ABOUT THIS EXERCISE — From the entries below, copy out all lines holding "halo".

INPUT —
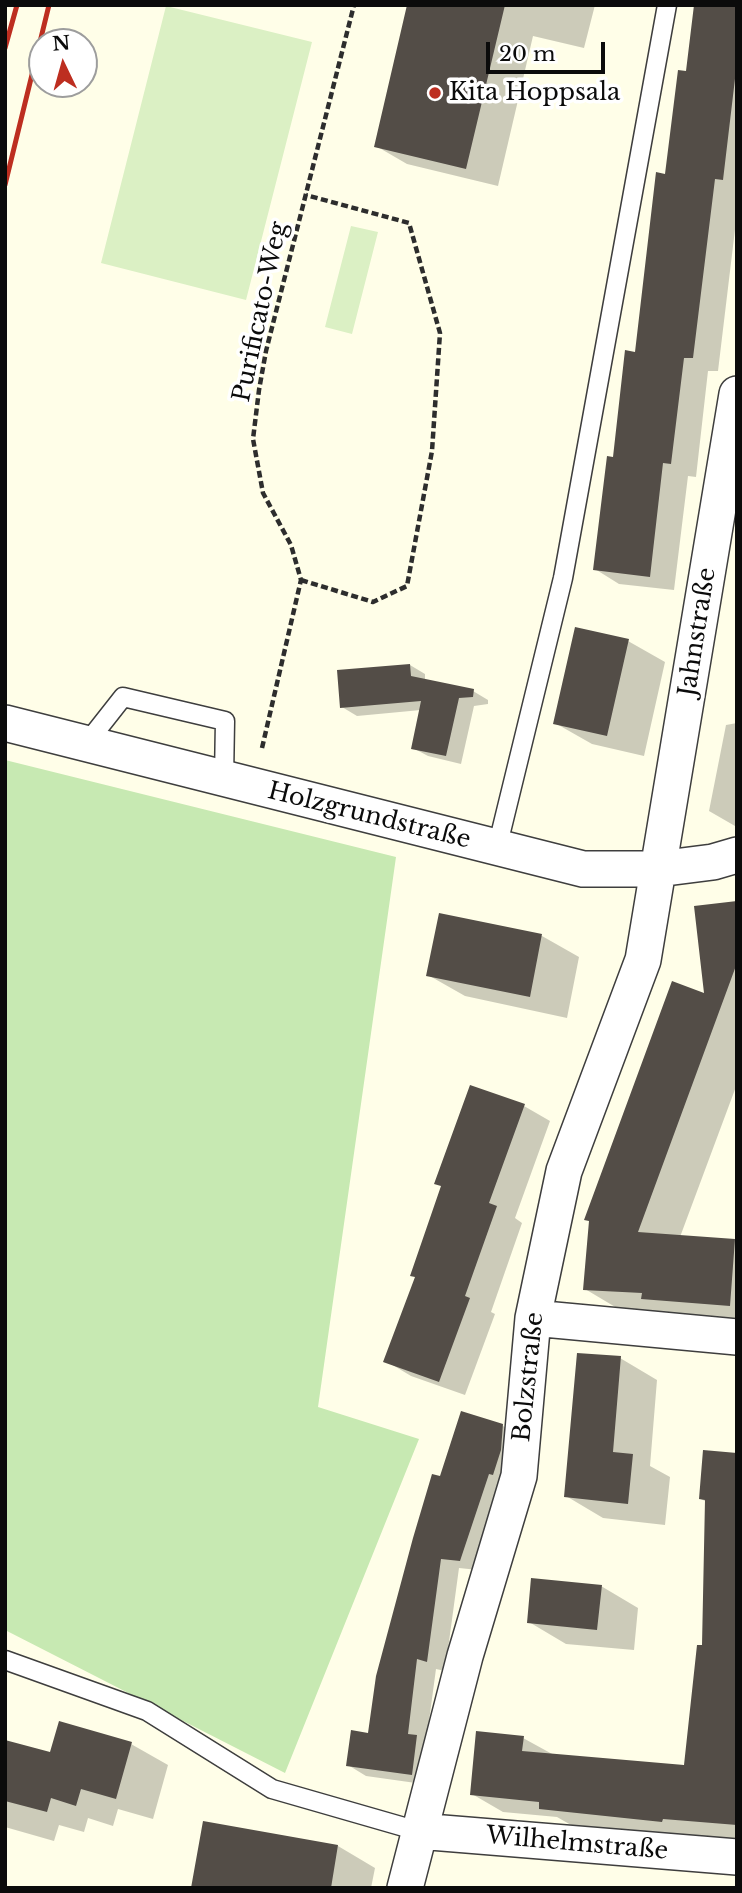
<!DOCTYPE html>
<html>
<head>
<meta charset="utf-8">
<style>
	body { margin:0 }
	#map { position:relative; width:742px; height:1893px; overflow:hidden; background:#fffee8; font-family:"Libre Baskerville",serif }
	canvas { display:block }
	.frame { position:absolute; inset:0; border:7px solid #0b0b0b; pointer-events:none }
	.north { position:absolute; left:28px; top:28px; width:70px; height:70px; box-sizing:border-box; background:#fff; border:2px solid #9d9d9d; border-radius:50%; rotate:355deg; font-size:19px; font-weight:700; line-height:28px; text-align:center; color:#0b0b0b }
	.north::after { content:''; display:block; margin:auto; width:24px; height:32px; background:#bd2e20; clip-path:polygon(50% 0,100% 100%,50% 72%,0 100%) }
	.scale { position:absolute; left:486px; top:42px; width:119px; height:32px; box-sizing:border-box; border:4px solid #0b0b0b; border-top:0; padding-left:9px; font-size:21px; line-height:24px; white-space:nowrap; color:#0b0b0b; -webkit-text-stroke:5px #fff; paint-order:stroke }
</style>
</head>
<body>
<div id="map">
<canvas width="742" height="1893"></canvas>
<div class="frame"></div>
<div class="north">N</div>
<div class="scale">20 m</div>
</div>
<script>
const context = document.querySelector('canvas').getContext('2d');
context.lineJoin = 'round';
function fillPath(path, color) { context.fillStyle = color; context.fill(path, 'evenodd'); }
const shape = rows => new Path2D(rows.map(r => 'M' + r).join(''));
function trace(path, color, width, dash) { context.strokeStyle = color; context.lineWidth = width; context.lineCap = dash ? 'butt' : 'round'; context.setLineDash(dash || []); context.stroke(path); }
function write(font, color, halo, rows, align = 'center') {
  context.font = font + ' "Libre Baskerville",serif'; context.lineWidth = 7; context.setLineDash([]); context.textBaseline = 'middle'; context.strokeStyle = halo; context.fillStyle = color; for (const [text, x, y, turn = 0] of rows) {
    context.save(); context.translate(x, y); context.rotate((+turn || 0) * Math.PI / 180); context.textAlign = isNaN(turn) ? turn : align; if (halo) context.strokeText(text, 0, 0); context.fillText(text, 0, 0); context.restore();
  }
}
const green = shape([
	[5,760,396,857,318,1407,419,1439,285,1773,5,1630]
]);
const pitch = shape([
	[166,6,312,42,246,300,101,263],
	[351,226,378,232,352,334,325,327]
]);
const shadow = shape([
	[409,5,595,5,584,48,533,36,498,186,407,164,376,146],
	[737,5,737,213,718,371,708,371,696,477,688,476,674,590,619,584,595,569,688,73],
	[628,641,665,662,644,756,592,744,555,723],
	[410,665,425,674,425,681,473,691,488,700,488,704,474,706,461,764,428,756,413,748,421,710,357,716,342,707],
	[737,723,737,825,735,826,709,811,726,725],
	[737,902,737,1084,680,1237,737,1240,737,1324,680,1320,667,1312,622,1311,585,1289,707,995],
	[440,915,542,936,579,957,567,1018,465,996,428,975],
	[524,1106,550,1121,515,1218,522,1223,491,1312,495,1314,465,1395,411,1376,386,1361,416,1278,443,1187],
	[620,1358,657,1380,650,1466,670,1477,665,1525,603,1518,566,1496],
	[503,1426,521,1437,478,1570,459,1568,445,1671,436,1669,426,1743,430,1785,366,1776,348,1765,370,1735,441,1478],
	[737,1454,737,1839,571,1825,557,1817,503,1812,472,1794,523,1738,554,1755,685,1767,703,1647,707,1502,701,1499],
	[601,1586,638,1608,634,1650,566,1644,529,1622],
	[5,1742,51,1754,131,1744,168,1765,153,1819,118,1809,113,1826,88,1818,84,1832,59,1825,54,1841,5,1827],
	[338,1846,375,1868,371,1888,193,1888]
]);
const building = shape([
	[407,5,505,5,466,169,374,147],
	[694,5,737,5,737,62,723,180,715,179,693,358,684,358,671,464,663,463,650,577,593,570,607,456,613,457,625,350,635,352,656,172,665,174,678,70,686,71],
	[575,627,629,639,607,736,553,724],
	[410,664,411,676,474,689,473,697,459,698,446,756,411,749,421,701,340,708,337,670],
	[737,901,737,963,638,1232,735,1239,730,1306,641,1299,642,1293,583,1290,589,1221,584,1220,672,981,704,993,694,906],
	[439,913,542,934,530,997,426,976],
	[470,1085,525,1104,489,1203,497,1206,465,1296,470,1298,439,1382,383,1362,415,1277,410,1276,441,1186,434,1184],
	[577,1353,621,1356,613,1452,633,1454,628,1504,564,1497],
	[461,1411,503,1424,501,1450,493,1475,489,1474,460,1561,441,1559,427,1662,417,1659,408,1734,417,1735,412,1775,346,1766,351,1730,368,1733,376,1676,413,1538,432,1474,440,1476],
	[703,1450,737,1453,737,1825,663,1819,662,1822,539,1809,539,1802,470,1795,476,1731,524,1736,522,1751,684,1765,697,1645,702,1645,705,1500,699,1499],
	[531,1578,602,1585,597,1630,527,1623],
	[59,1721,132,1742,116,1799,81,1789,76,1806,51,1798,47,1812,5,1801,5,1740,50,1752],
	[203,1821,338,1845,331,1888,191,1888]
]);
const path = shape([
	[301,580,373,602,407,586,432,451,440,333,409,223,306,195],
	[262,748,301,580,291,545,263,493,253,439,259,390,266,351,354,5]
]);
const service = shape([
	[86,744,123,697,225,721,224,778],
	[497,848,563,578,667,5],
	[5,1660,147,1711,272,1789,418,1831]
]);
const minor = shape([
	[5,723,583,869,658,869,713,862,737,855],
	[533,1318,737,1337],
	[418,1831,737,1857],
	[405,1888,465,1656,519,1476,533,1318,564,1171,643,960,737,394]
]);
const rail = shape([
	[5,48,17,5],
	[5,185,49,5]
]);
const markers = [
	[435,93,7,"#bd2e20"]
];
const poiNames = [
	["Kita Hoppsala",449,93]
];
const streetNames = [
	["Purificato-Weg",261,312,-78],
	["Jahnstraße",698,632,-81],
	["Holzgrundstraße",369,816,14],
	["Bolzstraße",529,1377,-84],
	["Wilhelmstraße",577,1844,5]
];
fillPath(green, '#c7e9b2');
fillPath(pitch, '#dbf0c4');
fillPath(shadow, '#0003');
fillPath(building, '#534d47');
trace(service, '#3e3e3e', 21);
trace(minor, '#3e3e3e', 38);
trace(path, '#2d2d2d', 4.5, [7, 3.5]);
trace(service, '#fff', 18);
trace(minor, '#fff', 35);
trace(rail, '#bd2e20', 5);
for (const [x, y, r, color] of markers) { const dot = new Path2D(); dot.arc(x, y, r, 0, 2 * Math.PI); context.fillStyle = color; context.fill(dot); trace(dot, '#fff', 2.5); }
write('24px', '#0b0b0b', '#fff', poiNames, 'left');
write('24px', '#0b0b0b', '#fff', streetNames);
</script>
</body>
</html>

* * *

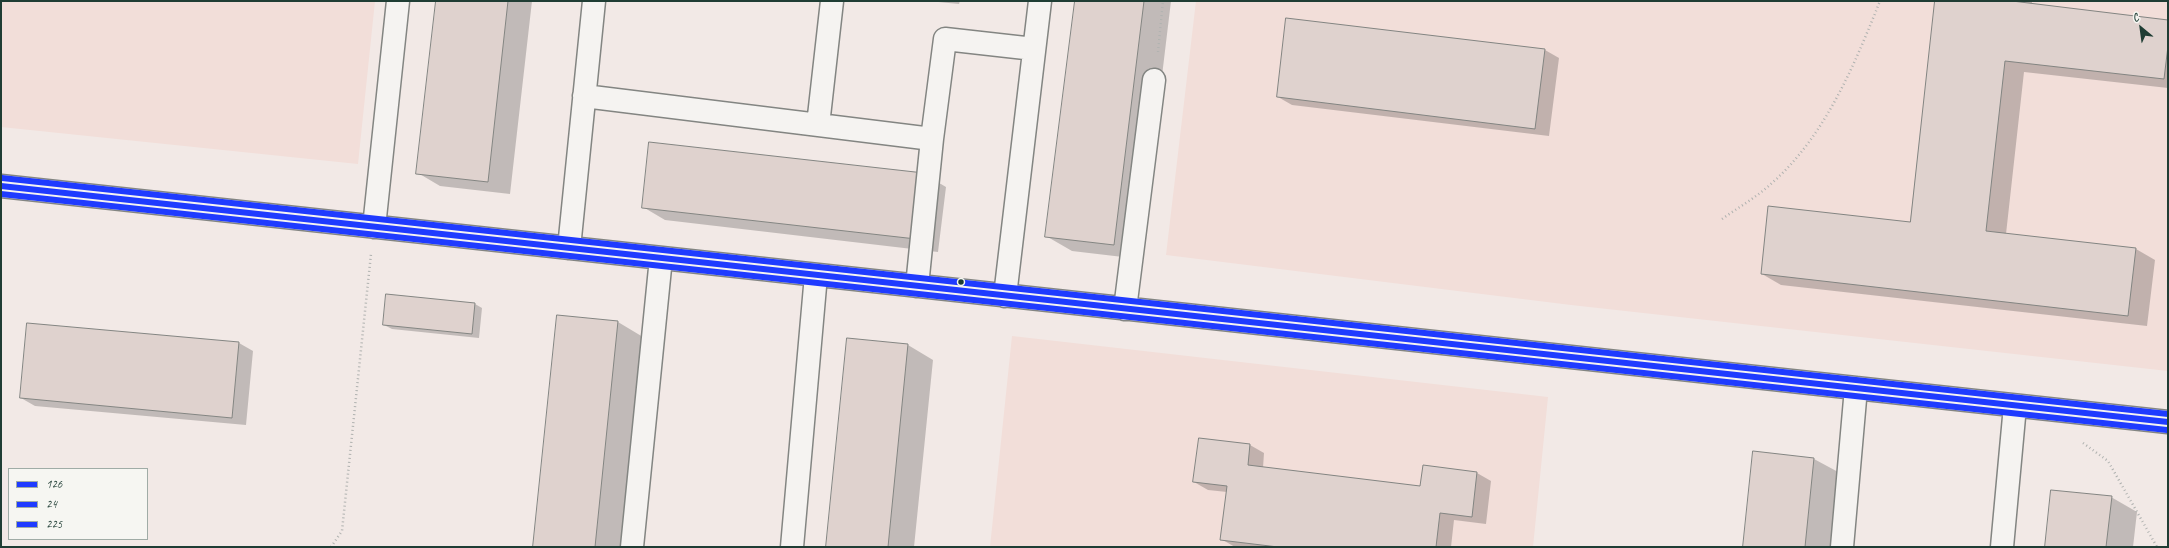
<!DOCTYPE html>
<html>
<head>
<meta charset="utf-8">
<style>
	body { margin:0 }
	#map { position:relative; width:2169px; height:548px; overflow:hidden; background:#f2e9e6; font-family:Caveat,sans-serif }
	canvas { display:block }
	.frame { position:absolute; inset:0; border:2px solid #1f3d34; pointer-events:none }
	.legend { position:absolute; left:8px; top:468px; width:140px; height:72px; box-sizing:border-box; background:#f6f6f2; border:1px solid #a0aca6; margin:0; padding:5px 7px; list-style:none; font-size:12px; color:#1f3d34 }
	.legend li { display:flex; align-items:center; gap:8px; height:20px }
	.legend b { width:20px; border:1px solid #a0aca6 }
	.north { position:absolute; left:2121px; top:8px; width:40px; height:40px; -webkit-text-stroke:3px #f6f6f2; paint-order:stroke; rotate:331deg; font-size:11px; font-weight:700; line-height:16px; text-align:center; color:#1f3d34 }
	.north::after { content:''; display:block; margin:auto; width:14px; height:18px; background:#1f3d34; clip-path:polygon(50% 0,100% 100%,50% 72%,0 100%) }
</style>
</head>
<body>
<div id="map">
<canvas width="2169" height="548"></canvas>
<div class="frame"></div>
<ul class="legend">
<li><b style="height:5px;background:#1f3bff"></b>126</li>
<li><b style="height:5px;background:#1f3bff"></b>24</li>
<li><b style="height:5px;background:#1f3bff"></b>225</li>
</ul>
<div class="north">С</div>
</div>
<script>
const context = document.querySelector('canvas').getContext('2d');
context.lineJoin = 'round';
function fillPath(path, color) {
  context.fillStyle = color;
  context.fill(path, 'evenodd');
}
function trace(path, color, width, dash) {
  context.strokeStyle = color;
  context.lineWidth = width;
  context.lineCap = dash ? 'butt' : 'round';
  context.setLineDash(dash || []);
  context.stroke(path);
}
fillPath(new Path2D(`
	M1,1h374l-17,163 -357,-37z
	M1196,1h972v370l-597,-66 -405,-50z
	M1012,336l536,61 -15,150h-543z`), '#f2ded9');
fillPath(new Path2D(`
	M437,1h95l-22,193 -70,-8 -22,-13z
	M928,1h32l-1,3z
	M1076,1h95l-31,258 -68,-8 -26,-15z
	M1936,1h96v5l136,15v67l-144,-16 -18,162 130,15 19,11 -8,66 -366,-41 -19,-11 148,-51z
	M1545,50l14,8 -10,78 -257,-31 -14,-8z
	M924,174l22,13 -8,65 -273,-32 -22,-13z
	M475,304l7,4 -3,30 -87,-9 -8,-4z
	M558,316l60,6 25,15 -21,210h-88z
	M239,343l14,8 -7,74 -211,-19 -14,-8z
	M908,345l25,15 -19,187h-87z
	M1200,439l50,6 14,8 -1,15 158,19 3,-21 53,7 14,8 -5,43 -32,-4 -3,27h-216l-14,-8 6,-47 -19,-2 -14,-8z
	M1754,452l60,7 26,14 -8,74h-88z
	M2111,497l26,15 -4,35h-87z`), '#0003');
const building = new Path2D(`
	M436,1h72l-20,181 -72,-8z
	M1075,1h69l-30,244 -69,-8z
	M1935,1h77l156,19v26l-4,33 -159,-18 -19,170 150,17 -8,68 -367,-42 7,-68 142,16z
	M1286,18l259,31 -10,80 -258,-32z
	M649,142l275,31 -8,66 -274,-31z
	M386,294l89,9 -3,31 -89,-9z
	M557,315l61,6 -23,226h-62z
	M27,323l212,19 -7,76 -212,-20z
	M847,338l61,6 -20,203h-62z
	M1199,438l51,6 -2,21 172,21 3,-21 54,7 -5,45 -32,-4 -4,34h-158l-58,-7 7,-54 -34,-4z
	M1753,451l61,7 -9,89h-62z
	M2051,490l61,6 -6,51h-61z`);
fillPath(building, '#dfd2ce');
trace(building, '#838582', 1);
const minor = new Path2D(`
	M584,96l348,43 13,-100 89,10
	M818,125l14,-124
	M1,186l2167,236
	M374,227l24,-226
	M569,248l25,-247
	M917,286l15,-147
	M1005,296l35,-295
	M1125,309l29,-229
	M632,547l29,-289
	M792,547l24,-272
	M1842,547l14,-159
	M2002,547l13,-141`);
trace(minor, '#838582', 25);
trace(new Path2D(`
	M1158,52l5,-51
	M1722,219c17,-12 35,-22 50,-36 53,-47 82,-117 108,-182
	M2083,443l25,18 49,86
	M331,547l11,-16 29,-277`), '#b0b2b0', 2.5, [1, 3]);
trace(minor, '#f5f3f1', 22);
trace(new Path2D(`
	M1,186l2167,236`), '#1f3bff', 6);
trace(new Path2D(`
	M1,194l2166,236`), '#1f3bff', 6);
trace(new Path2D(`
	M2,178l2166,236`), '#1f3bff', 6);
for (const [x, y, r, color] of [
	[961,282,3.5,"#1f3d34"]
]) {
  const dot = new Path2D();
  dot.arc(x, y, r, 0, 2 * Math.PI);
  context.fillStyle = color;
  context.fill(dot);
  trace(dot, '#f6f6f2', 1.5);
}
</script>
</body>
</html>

* * *

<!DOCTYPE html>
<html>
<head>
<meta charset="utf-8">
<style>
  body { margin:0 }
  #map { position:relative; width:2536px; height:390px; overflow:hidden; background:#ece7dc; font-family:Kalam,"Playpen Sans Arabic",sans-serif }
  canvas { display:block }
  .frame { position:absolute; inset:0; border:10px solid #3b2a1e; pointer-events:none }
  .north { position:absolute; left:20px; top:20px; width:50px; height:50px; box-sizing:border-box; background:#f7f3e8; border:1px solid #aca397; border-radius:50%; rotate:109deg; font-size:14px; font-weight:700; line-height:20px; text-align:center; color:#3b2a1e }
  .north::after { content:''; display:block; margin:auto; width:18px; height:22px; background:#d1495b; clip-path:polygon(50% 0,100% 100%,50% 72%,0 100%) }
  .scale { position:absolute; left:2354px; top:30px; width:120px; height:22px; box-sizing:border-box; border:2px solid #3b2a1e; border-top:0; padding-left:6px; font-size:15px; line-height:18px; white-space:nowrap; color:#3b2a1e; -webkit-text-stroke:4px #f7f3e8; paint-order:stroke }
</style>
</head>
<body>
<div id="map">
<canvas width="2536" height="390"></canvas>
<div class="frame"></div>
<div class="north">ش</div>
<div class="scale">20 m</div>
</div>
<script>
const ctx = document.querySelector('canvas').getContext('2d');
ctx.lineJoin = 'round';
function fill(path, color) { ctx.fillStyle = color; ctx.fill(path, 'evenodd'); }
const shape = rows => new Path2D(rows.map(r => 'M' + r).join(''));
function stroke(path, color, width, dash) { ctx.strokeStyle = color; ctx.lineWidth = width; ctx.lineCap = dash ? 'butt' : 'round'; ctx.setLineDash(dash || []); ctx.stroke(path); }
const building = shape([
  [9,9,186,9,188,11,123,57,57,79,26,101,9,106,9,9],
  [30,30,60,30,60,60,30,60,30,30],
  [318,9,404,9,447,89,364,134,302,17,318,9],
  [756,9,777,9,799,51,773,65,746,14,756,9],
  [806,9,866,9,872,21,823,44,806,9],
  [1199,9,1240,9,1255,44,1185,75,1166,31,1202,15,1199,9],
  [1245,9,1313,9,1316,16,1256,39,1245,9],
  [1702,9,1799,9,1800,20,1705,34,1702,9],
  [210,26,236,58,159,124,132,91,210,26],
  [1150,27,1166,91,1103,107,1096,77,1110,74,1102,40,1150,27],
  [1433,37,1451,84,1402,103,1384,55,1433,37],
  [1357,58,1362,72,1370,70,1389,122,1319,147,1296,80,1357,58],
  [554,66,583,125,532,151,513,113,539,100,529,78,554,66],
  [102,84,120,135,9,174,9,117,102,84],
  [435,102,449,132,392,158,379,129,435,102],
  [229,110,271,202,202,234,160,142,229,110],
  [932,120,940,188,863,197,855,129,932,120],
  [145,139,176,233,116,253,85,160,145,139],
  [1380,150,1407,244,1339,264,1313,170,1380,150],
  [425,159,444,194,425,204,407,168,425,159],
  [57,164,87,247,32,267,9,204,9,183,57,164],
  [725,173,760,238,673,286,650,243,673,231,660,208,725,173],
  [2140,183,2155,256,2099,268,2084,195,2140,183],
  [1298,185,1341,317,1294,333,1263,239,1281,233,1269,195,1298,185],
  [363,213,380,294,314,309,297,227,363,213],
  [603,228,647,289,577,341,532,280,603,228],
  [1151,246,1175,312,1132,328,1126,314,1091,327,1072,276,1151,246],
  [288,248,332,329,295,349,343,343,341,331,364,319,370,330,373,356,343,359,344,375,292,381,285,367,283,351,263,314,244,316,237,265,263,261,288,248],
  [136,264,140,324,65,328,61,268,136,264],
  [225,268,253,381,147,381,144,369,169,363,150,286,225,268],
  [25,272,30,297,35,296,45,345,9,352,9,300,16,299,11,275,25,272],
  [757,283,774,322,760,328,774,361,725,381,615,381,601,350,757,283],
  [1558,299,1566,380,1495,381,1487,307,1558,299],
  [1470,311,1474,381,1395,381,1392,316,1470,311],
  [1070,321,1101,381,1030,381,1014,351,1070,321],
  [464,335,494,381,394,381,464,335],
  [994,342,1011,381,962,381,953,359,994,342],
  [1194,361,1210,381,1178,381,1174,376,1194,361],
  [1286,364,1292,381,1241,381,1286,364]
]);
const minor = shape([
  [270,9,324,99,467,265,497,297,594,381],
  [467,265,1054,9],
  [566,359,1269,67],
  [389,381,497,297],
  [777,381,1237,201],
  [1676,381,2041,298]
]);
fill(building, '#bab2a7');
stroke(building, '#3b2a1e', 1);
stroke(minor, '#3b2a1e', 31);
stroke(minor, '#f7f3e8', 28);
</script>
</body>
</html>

EXPECTED ANSWER —
function write(font, color, halo, rows, align = 'center') {
  context.font = font + ' "Libre Baskerville",serif'; context.lineWidth = 7; context.setLineDash([]); context.textBaseline = 'middle'; context.strokeStyle = halo; context.fillStyle = color; for (const [text, x, y, turn = 0] of rows) {
    context.save(); context.translate(x, y); context.rotate((+turn || 0) * Math.PI / 180); context.textAlign = isNaN(turn) ? turn : align; if (halo) context.strokeText(text, 0, 0); context.fillText(text, 0, 0); context.restore();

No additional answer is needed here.